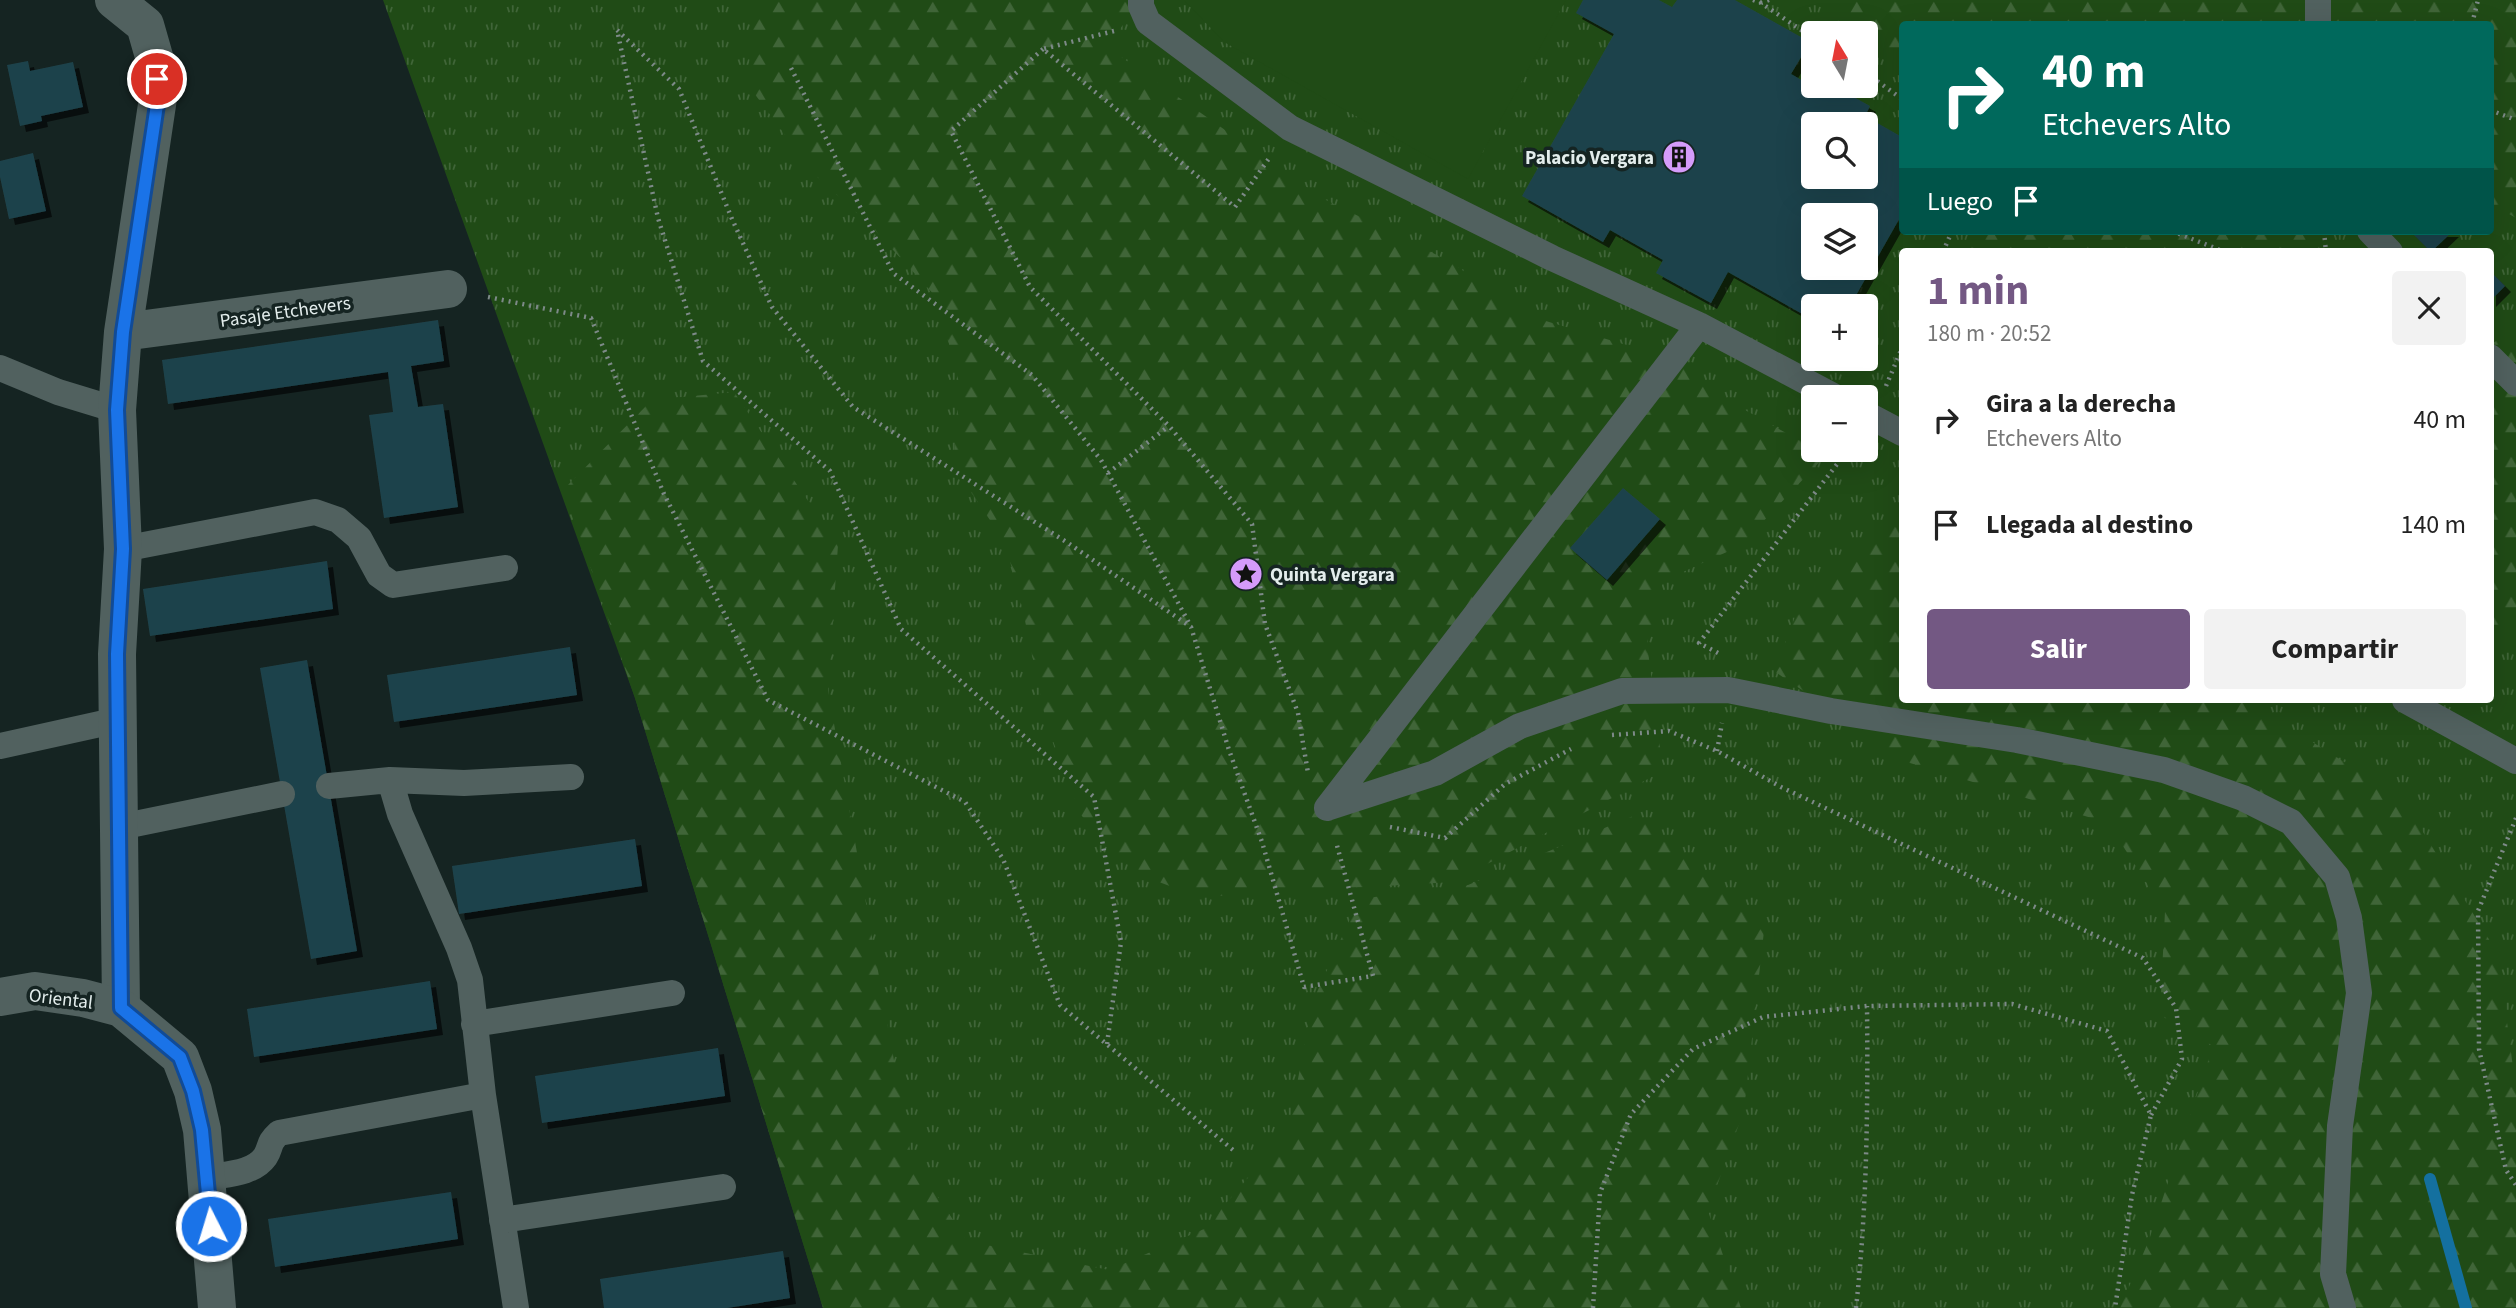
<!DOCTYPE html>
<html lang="es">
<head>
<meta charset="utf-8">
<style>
  :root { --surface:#fff; --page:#f2f2f2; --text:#222; --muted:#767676; --accent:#735883 }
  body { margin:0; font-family:"Source Sans 3",sans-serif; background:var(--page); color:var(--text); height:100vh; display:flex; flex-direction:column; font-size:26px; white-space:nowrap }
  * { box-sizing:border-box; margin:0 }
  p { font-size:23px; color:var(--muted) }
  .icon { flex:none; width:38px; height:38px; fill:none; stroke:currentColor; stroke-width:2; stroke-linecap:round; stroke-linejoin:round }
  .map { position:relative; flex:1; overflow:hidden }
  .drawer { position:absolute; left:1899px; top:248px; width:595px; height:455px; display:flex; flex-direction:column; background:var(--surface); border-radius:7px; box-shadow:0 7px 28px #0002 }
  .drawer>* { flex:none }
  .top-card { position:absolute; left:1899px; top:21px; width:595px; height:214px; border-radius:7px; box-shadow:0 7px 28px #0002; background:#00695c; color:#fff; overflow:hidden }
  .needle { width:46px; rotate:350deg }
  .fabs { position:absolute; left:1801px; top:21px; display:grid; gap:14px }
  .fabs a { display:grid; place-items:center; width:77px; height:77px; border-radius:7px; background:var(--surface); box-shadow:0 7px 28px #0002; font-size:35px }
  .pin { position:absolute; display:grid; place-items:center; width:60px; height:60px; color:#fff; margin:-30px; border:4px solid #fff; border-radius:50%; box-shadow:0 2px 7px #0007 }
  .me { position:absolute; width:77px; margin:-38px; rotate:355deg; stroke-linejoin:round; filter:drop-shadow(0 0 5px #0008) }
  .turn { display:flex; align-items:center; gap:24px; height:147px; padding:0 28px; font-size:32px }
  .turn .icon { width:91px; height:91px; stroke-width:2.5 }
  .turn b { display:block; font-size:49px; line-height:60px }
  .then { display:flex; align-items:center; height:66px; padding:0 28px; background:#0003; gap:14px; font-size:26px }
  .round { display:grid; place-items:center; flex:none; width:74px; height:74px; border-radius:7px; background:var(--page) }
  .headline { display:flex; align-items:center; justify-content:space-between; height:119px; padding:0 28px }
  h1 { font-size:42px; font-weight:700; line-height:52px; color:var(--accent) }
  .button { display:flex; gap:14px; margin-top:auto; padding:14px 28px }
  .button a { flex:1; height:80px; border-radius:7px; background:var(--accent); color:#fff; font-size:28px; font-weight:700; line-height:80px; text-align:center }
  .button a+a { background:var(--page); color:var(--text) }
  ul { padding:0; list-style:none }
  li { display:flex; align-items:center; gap:21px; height:105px; padding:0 28px }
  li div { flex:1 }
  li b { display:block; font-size:26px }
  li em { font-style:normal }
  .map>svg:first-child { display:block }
  .grass { fill:url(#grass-tufts); fill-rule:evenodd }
  .forest { fill:url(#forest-firs) }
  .garden { fill:#204b16 }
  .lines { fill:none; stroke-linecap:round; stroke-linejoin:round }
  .stream { stroke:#14709f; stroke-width:12 }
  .building { fill:#1f434b; fill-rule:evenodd; filter:url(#shadow) }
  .path { stroke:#7d8a88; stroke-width:4.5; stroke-dasharray:2 5; stroke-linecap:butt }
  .service { stroke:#51615f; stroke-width:26 }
  .minor { stroke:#51615f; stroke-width:38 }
  .tertiary { stroke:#51615f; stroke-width:38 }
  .route-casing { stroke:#114b97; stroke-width:18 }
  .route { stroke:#1a73e8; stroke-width:12 }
  .labels { text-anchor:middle; stroke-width:7; stroke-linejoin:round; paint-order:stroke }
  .poi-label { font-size:19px; font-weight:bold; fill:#e3edec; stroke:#152422; text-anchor:end }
  .street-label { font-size:19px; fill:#e3edec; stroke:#152422 }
</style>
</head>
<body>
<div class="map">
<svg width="2516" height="1308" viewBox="0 0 2516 1308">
  <defs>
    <pattern id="grass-tufts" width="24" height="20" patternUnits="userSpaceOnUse" patternTransform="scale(1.75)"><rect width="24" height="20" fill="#204b16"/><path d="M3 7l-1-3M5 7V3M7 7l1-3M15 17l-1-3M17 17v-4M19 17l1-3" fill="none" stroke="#406538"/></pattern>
    <pattern id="forest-firs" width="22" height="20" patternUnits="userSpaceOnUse" patternTransform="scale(1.75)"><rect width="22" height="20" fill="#204b16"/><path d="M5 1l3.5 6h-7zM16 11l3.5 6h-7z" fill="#406538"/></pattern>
    <filter id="shadow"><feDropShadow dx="6" dy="6" stdDeviation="0" flood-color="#0009"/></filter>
  </defs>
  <rect width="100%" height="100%" fill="#152422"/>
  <path class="grass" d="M383,0h2133v1308h-1693l-188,-610zM1902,24h588v207h-588zM1813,33h53v53h-53zM1813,124h53v53h-53zM1813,215h53v53h-53zM1902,252h588v448h-588zM1813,306h53v53h-53zM1813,397h53v53h-53z"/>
  <path class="forest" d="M753,0h388l-34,47 215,151 127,63 80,55 151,45 40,35 93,52v2l13,5 -86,91 -77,35 -16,62 16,128 -210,111 -254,15 -48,-18 -30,-22 -41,-43 -34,-92 -23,-111 -18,-69 -52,-76 7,-79 -22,-88 -66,-72 -57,-52 -67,-90z
    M1852,0h664v218l-26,-15v-179h-588v47l-36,-25v-13h-18l-13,-8z
    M1969,231h359l-2,21h-359z
    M2516,328v302l-26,8v-293z
    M734,392l104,153 -10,145 83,466 56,85 142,29 95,-41 84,-98 25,-130 46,-102 109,-14 170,-71 127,108 -21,188 -36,101 33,97h-918l-188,-610 -71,-209 88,-89z
    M1885,521l17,3v176h343l157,98 96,156 18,136v218h-396l29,-68 64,-194 -53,-31 5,-104 -57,-88 -198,-60 -136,-92 31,-80z"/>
  <path class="garden" d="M1184,0h382l-98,179 -244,-137z"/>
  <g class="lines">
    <path class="stream" d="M2430,1179l36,129"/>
  </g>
  <path class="building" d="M1583,0h76l13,7 5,-7h58l75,42 -19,32 30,17 3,-5h10l36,20 -5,10 37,21v77l-52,92h-37v14l-85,-48 -17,31 -55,-30 7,-13 -53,-30 -7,12 -81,-46 92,-162 -38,-21zM1813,124h53v53h-53zM1813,215h53v53h-53z
    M28,61l2,10 43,-9 10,45 -42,9 1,5 -22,5 -13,-61z
    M33,153l13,58 -37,8 -9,-42v-16z
    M2410,231h43l-22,21z
    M2490,271l15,15 -15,15z
    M438,320l6,41 -33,5 7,41 25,-3 15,103 -74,11 -15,-103 24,-3 -5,-40 -220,32 -6,-44z
    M1623,488l37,31 -53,61 -37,-32z
    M327,561l6,48 -183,27 -7,-47z
    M570,647l7,48 -183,27 -7,-47z
    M307,660l50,291 -46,8 -51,-291z
    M635,839l7,47 -183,28 -7,-48z
    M430,981l7,48 -183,28 -7,-48z
    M718,1048l7,48 -183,27 -7,-47z
    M451,1192l7,47 -183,28 -7,-48z
    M783,1251l7,47 -63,10h-123l-4,-29z"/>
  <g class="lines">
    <path class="path" d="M1753,0l8,3
      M1769,0l-8,3 52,35
      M2472,24l6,-24
      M1114,31l-71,18 192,158 35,-50
      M1043,49l-92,82 79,156 139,139 83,98 13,100 33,89 10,60
      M791,68l102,205 139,102 69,85 88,163
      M1866,73l36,26
      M2490,110l26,10
      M2172,231l53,21
      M2324,231l2,21
      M1943,252l9,-21
      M488,297l103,21 73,176 104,206 197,102 38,57 57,146 173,145
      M1886,386l16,-38
      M1108,473l61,-47
      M1718,653l-19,-10 149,-193
      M1612,735l57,-4 48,20 64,36 362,171 33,50 6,51 -31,56
      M1717,751l5,-28
      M2516,818l-38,93 1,138 27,121 10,15
      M1390,827l55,11 60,-54 66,-35
      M1107,1044l14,-102 -27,-145 -193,-168 -71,-158 -127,-110 -45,-143 -41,-188 62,59 53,130 40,88 81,100 215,136 123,84 38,123 33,92 42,145 69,-11 -37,-134
      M1593,1308l7,-115 31,-79 62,-65 70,-32 104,-11 145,-2 95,27 44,84 -19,80 -17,113
      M1856,1308c11,-100 12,-201 11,-302"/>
    <path class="service" d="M1141,0v6l7,16 142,106 262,130 147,67 136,72
      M2318,0v24
      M2370,231l20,21
      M2490,357l26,26
      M0,368l58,24 59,18
      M1866,414l36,19
      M123,549l192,-37 23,8 21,18 20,37 14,10 112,-17
      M2405,700l111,61
      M0,746l118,-26
      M329,786l61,-6
      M1327,808l108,-35 85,-47 102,-35 106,-1 103,21 186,29 147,30 79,28 48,24 46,55 12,41 10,75 -19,133 -7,148 10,34
      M1327,808l372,-483
      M120,827l162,-33
      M474,1024l198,-31
      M207,1178c18,-4 46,-4 58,-21 7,-11 2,-13 14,-24l204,-38
      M502,1220l221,-33
      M516,1308l-33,-213 -13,-115 -11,-32 -59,-134 -10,-34 74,3 107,-6"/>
    <path class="minor" d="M114,0l31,25 10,35 3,38 -35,234 -6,78 6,139 -6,105 4,354
      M123,332l325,-43"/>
    <path class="tertiary" d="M0,997l35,-6 48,7 38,10 59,49 13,34 9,39 15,178"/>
  </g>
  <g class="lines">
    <defs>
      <path id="route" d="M157,79l1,19 -35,234 -6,78 6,139 -6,105 4,354 59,49 13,34 9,39 9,96"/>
    </defs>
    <use href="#route" class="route-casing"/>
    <use href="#route" class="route"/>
  </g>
  <defs>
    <symbol id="building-disc" viewBox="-11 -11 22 22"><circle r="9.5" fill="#d59bfa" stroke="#152422"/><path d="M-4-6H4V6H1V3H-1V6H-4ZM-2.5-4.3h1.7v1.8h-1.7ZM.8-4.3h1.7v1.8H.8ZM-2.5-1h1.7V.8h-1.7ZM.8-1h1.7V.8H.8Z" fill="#111"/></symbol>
    <symbol id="sight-disc" viewBox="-11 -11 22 22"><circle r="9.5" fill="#d59bfa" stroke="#152422"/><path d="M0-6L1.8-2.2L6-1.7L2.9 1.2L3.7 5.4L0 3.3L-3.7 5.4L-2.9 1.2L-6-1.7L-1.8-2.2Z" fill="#111"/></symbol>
  </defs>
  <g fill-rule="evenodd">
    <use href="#building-disc" x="1660" y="138" width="38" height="38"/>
    <use href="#sight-disc" x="1227" y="555" width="38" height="38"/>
  </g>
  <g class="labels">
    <g class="poi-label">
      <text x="1654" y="164">Palacio Vergara</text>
      <text x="1270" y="581" text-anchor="start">Quinta Vergara</text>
    </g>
    <g class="street-label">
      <text transform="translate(285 311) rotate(-8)" y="7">Pasaje Etchevers</text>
      <text transform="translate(61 998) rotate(7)" y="7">Oriental</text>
    </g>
  </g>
</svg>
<div class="fabs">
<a><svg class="needle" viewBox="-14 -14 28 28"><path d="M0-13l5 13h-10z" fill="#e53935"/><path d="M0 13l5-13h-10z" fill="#767676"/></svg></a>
<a><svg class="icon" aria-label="search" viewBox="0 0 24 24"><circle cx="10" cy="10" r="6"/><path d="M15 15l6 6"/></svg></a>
<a><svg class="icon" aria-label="layers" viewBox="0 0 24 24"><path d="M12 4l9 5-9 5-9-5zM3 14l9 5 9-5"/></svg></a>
<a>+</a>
<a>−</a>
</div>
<div class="pin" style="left:157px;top:79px;background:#d93025"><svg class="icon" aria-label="arrive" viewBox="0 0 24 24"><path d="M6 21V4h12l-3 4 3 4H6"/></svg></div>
<svg class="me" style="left:211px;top:1226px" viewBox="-20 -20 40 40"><circle r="17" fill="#1a73e8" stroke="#fff" stroke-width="3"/><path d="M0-11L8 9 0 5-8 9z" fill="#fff"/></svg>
<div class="top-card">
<div class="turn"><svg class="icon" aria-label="right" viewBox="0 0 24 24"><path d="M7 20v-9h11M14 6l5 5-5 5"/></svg><div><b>40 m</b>Etchevers Alto</div></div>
<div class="then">Luego<svg class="icon" aria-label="arrive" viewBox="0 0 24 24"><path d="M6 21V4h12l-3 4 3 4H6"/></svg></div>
</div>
<section class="drawer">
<div class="headline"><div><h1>1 min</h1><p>180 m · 20:52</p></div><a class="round"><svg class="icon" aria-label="close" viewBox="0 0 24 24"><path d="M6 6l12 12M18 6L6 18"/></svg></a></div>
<ul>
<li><svg class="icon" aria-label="right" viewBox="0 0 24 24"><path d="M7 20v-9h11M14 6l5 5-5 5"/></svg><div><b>Gira a la derecha</b><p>Etchevers Alto</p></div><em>40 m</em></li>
<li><svg class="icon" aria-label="arrive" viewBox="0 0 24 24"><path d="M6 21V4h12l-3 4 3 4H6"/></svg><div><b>Llegada al destino</b></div><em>140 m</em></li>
</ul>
<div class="button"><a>Salir</a><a>Compartir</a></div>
</section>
</div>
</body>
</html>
|---|
What you need to do: From the first line of the entries down to the line with "position:relative; flex:1; overflow:hidden", print each line exactly; omit any picture.

Answer section:
<!DOCTYPE html>
<html lang="es">
<head>
<meta charset="utf-8">
<style>
  :root { --surface:#fff; --page:#f2f2f2; --text:#222; --muted:#767676; --accent:#735883 }
  body { margin:0; font-family:"Source Sans 3",sans-serif; background:var(--page); color:var(--text); height:100vh; display:flex; flex-direction:column; font-size:26px; white-space:nowrap }
  * { box-sizing:border-box; margin:0 }
  p { font-size:23px; color:var(--muted) }
  .icon { flex:none; width:38px; height:38px; fill:none; stroke:currentColor; stroke-width:2; stroke-linecap:round; stroke-linejoin:round }
  .map { position:relative; flex:1; overflow:hidden }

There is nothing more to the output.